Clang/GCC Compiler Intrinsics without corresponding compiler flag

Question 1

Here is an approach using gcc that might be acceptable. All source code goes into a single source file. The single source file is divided into sections. One section generates code according to the command line options used. Functions like main() and processor feature detection go in this section. Another section generates code according to a target override pragma. Intrinsic functions supported by the target override value can be used. Functions in this section should be called only after processor feature detection has confirmed the needed processor features are present. This example has a single override section for AVX2 code. Multiple override sections can be used when writing functions optimized for multiple targets.
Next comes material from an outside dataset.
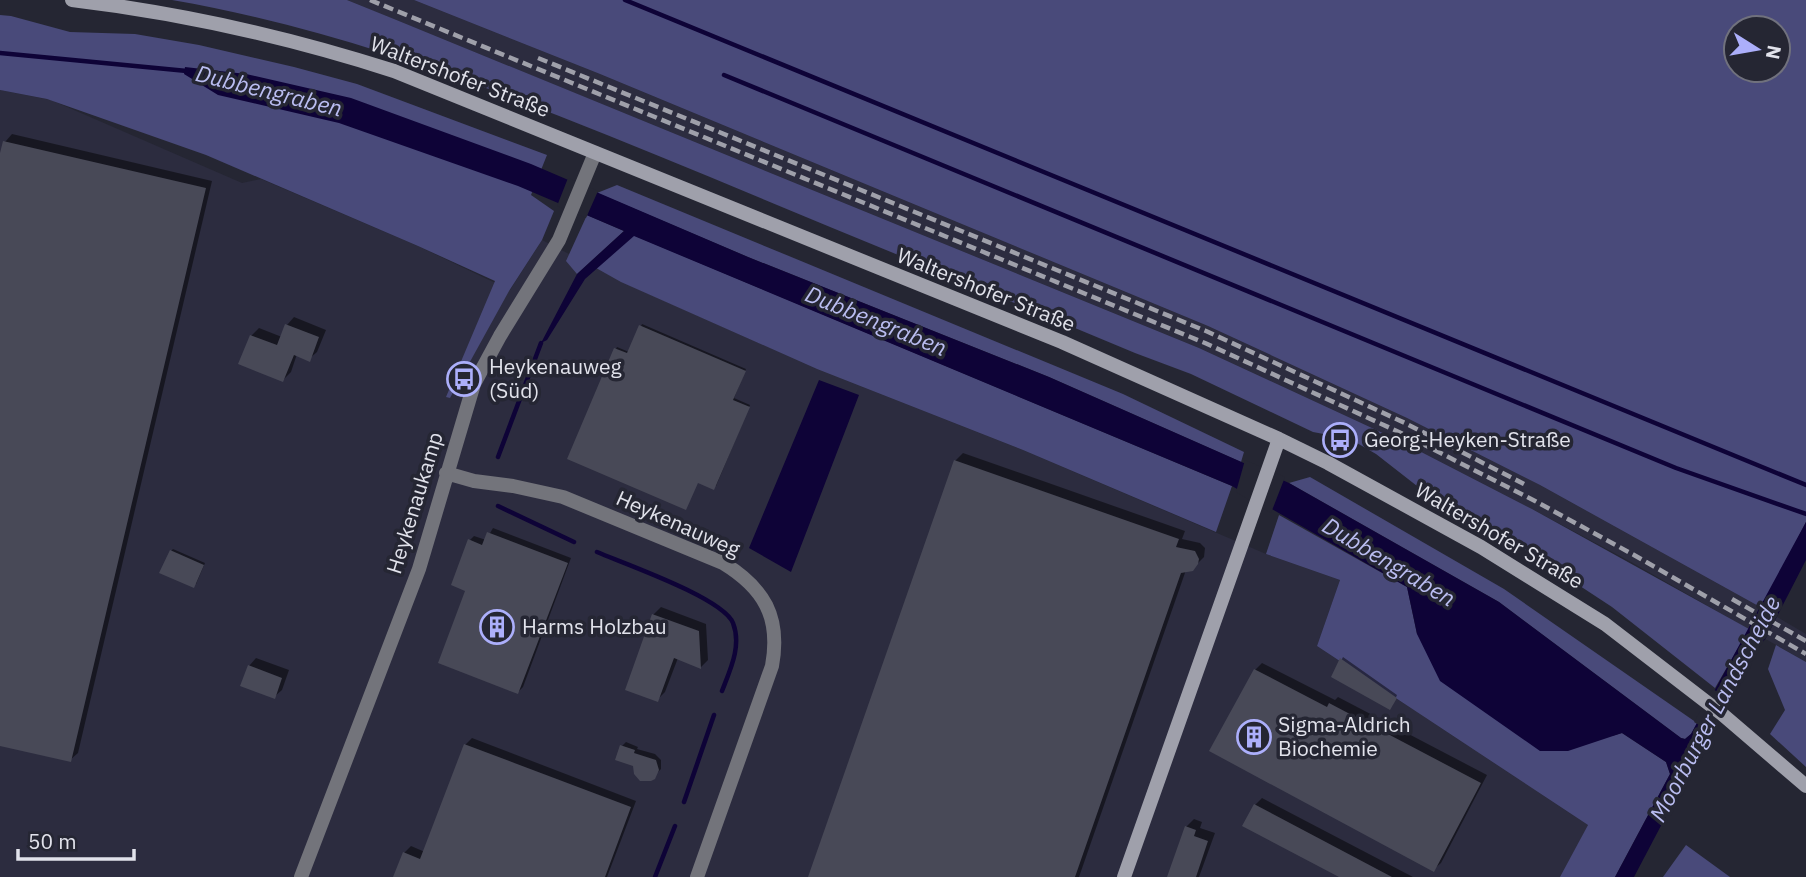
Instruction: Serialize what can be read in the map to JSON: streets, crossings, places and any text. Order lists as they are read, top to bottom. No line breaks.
{"streets":{"main road":["Waltershofer Straße"],"street":["Heykenaukamp","Heykenauweg"]},"crossings":[["Waltershofer Straße","Heykenaukamp"],["Heykenaukamp","Heykenauweg"]],"water":["Dubbengraben","Moorburger Landscheide"],"places":{"bus stop":["Heykenauweg (Süd)","Georg-Heyken-Straße"],"building":["Harms Holzbau","Sigma-Aldrich Biochemie"]},"scale_bar":"50 m","north":"right"}
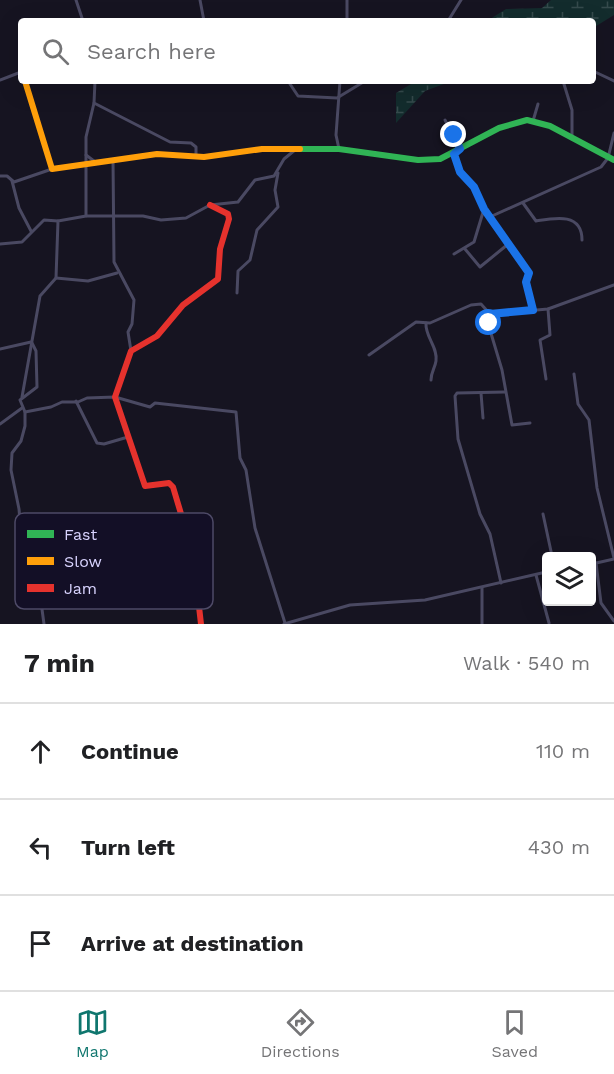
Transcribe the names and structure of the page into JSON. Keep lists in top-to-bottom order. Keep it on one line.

// temporarily switch target so that all x64 intrinsic functions will be available
#pragma GCC push_options
#pragma GCC target ("arch=core-avx2")
#include <intrin.h>
// restore the target selection
#pragma GCC pop_options

//----------------------------------------------------------------------------
// the following functions will be compiled using default code generation
//----------------------------------------------------------------------------

int dummy1 (int a) {return a;}

//----------------------------------------------------------------------------
// the following functions will be compiled using core-avx2 code generation
// all x64 intrinc functions are available
#pragma GCC push_options
#pragma GCC target ("arch=core-avx2")
//----------------------------------------------------------------------------

static __m256i bitShiftLeft256ymm (__m256i *data, int count)
   {
   __m256i innerCarry, carryOut, rotate;

   innerCarry = _mm256_srli_epi64 (*data, 64 - count);                        // carry outs in bit 0 of each qword
   rotate     = _mm256_permute4x64_epi64 (innerCarry, 0x93);                  // rotate ymm left 64 bits
   innerCarry = _mm256_blend_epi32 (_mm256_setzero_si256 (), rotate, 0xFC);   // clear lower qword
   *data    = _mm256_slli_epi64 (*data, count);                               // shift all qwords left
   *data    = _mm256_or_si256 (*data, innerCarry);                            // propagate carrys from low qwords
   carryOut   = _mm256_xor_si256 (innerCarry, rotate);                        // clear all except lower qword
   return carryOut;
   }

//----------------------------------------------------------------------------
// the following functions will be compiled using default code generation
#pragma GCC pop_options
//----------------------------------------------------------------------------

int main (void)
    {
    return 0;
    }

//----------------------------------------------------------------------------

Question 2

There is no way to control instruction set used for the compiler, other than the switches on the compiler itself. In other words, there are no pragmas or other features for this, just the overall compiler flags.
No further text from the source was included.